◆ What to produce
In the entries below, count every line with the string "page". State the count and nothing else.
┌─ Extracted records
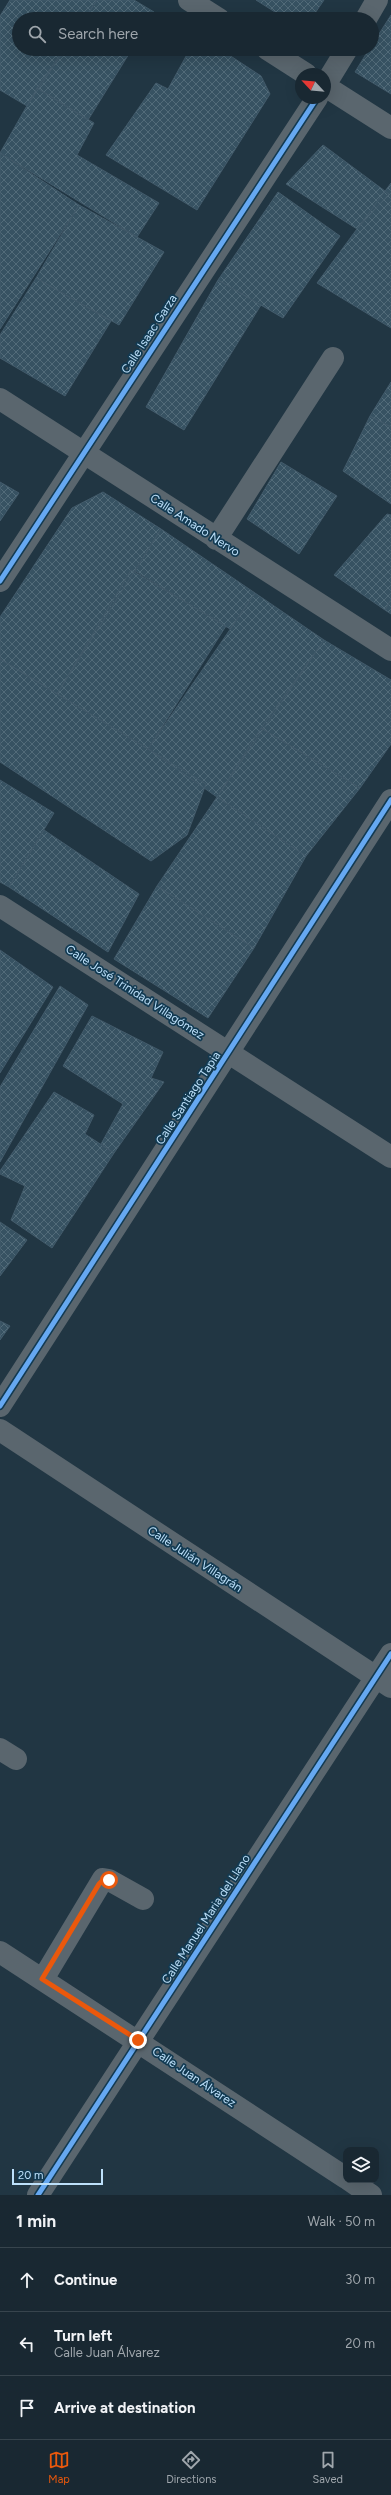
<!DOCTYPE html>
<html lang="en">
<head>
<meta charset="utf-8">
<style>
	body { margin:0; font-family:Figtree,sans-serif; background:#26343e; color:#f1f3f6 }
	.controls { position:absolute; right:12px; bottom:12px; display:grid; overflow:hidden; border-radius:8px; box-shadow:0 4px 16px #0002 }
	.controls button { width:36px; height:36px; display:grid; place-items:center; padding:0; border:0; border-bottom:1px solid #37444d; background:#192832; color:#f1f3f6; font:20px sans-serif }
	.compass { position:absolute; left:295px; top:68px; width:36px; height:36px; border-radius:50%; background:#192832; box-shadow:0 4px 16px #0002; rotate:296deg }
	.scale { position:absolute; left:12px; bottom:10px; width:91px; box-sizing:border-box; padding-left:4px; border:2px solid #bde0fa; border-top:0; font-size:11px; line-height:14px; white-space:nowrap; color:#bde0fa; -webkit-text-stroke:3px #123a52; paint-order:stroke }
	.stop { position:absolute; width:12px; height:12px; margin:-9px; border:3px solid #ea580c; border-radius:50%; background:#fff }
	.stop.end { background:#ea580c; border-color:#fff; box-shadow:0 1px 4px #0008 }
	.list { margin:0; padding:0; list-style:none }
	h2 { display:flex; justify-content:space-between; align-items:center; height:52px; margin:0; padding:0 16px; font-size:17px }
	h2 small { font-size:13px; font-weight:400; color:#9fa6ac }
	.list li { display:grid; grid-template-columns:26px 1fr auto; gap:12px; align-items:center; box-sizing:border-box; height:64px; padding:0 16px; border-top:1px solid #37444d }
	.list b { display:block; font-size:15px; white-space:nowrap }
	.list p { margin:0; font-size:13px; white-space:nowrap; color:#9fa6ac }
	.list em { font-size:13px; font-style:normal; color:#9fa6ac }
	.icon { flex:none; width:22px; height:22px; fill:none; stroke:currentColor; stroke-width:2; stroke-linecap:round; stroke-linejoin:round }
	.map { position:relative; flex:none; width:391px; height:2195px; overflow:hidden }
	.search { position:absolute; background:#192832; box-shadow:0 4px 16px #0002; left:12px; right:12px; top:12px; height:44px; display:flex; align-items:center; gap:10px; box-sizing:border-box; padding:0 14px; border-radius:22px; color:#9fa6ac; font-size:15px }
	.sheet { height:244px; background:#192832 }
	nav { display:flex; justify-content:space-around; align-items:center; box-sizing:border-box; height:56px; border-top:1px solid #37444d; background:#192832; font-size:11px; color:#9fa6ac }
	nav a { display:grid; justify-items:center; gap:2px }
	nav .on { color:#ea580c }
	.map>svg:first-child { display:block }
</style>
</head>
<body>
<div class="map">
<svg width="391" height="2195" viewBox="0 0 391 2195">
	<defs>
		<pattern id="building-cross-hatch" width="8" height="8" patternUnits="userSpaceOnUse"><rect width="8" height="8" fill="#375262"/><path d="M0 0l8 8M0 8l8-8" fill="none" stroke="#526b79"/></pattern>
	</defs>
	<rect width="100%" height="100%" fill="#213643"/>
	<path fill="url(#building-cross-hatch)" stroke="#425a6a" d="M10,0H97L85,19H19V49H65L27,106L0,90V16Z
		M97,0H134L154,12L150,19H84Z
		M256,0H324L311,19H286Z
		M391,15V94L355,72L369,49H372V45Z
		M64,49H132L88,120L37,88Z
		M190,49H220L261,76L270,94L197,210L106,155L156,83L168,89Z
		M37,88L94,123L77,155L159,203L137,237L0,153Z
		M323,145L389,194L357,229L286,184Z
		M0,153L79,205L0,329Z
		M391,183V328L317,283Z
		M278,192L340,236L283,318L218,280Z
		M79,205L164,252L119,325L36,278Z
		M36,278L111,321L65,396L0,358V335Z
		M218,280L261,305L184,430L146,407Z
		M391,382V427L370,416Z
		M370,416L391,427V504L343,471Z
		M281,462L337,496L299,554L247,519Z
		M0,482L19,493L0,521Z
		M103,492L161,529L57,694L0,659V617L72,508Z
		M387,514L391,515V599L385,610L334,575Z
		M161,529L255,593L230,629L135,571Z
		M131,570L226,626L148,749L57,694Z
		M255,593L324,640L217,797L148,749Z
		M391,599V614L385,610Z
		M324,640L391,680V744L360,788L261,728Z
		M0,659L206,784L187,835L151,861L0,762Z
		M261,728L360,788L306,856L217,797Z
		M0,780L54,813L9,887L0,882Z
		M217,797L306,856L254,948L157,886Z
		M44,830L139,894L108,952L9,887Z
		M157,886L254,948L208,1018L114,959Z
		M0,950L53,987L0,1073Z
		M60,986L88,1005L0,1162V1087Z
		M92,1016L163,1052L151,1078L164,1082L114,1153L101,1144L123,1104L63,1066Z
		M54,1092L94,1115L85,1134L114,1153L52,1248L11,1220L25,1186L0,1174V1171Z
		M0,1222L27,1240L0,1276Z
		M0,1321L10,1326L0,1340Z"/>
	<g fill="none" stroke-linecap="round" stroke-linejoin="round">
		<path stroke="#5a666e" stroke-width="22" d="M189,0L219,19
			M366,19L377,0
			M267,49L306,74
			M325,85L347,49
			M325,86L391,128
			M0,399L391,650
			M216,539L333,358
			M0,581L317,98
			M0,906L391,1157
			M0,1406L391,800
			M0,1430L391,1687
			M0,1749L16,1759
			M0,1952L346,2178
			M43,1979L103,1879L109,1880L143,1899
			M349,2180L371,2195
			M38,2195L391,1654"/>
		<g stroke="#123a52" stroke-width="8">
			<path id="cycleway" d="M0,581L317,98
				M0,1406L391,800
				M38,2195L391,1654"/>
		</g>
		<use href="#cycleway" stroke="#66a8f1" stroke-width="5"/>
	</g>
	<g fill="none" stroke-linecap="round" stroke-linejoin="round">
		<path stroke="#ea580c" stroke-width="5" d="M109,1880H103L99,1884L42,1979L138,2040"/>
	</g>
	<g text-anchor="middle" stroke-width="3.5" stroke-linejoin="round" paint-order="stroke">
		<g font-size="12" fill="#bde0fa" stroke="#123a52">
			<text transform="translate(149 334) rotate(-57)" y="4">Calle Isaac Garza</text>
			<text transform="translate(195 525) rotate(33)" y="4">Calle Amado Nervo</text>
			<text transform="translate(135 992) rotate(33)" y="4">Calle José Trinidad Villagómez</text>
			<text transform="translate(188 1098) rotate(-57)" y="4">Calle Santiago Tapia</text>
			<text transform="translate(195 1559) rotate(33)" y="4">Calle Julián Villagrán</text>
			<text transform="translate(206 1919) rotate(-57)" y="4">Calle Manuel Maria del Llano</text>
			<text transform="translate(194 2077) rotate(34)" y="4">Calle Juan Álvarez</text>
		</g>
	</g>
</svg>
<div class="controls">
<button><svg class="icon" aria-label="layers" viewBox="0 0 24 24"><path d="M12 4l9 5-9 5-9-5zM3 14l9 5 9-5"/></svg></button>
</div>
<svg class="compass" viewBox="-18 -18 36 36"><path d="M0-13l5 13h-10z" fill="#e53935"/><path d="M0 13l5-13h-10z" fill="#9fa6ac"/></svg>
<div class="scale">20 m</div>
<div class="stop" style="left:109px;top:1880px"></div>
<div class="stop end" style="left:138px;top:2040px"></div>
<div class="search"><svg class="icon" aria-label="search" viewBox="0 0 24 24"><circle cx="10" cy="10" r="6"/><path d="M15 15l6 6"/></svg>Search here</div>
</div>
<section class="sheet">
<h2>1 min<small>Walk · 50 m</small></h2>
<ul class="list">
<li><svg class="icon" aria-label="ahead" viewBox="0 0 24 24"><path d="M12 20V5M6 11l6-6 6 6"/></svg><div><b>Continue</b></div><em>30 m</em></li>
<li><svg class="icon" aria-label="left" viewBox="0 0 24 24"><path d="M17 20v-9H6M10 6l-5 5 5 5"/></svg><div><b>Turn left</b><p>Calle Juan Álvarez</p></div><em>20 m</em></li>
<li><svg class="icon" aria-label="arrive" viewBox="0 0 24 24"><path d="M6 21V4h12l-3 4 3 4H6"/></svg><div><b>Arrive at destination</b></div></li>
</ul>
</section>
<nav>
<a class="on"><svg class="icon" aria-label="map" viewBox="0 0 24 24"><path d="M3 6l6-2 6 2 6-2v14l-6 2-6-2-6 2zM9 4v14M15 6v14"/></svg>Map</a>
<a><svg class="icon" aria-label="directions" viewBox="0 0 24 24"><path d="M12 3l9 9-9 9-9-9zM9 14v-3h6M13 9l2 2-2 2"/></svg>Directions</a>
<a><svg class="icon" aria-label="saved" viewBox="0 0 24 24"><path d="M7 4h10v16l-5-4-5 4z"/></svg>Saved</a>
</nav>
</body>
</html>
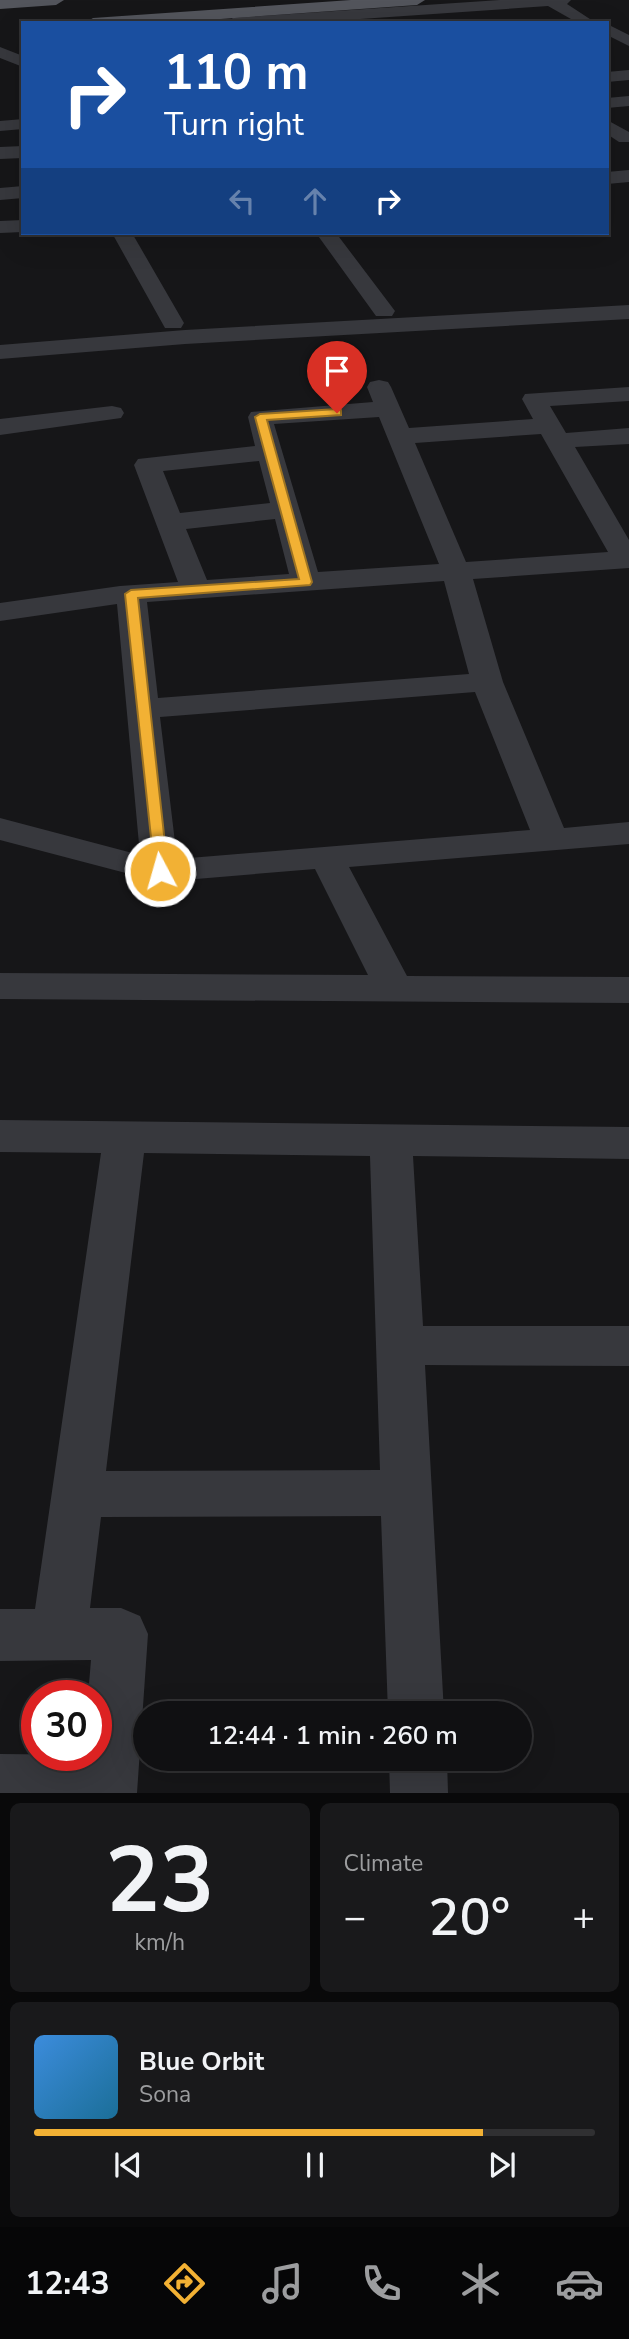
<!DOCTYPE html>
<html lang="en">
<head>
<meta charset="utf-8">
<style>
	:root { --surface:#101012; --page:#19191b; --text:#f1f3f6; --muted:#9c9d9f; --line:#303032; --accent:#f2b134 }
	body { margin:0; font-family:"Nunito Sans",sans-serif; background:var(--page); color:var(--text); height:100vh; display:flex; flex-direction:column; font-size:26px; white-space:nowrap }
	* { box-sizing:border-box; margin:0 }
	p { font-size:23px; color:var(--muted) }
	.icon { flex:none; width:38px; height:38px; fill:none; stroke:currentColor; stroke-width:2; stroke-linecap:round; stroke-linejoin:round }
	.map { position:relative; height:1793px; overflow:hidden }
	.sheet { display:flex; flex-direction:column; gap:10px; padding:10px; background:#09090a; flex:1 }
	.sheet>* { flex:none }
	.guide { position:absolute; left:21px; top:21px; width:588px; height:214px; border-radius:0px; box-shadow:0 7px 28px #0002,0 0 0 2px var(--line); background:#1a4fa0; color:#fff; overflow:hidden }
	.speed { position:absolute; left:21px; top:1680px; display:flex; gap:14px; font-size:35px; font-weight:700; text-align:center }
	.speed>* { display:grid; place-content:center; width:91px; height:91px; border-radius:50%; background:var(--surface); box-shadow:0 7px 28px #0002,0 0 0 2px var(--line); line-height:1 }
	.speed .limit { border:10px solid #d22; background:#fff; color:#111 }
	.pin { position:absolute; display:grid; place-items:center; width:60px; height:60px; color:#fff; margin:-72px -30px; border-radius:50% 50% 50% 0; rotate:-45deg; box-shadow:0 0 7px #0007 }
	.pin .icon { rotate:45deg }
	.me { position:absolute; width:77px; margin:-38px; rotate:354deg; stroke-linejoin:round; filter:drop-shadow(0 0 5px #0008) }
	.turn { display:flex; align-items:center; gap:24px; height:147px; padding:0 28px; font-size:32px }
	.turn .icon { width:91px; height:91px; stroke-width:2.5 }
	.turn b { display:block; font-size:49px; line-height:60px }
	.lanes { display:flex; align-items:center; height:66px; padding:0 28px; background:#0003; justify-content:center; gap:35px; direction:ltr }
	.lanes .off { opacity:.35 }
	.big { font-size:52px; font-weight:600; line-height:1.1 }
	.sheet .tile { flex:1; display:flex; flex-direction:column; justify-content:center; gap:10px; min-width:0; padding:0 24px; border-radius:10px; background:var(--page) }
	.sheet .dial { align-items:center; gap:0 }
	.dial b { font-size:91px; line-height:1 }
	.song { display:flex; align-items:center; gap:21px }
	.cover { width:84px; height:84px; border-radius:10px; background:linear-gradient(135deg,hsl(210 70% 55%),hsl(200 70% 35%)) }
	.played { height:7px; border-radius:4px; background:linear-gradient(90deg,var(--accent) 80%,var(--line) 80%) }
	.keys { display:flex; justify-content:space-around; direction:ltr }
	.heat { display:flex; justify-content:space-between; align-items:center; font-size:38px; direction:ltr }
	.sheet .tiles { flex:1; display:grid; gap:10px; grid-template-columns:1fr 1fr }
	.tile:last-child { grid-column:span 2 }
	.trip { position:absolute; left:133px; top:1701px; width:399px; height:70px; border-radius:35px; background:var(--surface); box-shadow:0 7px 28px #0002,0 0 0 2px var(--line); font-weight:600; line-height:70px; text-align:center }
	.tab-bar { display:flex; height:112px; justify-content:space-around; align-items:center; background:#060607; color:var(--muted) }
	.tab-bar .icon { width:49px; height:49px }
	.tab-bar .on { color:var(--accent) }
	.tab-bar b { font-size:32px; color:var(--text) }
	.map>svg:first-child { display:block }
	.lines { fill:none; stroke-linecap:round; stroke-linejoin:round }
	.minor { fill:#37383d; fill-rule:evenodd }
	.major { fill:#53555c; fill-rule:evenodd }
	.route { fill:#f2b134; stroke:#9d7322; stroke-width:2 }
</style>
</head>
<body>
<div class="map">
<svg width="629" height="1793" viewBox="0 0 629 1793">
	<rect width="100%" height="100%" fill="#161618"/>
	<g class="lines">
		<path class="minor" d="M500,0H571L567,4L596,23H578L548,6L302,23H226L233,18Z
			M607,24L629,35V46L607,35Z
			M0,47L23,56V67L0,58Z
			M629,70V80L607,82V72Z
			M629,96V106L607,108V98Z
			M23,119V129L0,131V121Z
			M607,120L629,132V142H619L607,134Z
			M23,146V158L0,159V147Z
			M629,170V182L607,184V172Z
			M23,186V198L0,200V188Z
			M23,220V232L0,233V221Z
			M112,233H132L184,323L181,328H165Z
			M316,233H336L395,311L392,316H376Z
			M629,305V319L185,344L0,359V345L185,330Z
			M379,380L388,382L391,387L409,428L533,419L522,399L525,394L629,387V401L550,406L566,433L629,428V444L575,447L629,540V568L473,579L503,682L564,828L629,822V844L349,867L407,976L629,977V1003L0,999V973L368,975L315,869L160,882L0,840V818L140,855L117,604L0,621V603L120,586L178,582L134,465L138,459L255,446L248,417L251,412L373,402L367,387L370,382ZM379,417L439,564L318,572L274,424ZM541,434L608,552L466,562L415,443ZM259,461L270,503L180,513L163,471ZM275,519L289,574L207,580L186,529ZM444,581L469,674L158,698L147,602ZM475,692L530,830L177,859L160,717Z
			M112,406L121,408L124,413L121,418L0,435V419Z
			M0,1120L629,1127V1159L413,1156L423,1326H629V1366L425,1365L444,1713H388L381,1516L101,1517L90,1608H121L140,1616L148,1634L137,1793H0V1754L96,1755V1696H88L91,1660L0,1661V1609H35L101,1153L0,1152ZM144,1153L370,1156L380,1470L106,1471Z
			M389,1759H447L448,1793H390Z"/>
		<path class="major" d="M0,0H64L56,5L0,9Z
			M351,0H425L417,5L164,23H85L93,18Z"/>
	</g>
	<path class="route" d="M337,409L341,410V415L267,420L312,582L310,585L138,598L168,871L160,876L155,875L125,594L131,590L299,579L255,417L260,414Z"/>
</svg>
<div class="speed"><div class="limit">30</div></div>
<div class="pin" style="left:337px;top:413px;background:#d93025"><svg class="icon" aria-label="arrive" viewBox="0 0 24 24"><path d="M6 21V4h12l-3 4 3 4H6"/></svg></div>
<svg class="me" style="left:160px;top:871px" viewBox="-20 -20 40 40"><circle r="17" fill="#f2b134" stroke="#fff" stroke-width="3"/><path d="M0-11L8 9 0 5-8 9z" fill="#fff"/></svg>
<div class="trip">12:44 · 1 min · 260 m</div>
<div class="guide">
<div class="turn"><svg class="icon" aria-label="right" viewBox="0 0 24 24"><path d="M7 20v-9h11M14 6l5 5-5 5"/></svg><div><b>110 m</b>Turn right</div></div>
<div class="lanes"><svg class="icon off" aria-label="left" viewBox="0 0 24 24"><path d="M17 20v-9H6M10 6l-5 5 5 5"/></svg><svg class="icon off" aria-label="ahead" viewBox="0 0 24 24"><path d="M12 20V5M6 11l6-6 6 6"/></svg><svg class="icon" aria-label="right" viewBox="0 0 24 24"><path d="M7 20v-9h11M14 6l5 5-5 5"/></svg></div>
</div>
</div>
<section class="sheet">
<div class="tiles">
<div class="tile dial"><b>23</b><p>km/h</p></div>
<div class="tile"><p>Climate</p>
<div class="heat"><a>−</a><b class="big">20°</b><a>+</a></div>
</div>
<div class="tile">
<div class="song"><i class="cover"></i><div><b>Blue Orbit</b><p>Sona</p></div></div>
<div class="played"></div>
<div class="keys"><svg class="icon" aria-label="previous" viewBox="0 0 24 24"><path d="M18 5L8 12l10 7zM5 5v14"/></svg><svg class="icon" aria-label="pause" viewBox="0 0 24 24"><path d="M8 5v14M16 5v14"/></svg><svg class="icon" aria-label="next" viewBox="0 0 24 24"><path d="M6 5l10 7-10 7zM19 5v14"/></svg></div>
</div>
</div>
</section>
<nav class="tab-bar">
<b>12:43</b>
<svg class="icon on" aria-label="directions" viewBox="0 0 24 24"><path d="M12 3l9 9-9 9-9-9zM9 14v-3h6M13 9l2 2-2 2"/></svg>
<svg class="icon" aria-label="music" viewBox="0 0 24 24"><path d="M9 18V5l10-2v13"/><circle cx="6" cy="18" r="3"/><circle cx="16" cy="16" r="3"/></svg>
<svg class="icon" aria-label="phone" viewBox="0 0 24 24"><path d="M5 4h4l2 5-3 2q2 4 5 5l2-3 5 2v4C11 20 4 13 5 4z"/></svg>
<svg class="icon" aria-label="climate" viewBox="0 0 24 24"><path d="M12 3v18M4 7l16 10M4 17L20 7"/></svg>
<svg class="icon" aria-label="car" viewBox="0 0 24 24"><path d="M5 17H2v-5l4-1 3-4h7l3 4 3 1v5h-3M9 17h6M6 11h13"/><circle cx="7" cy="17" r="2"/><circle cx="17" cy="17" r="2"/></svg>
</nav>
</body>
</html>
└─
◆ Reply
3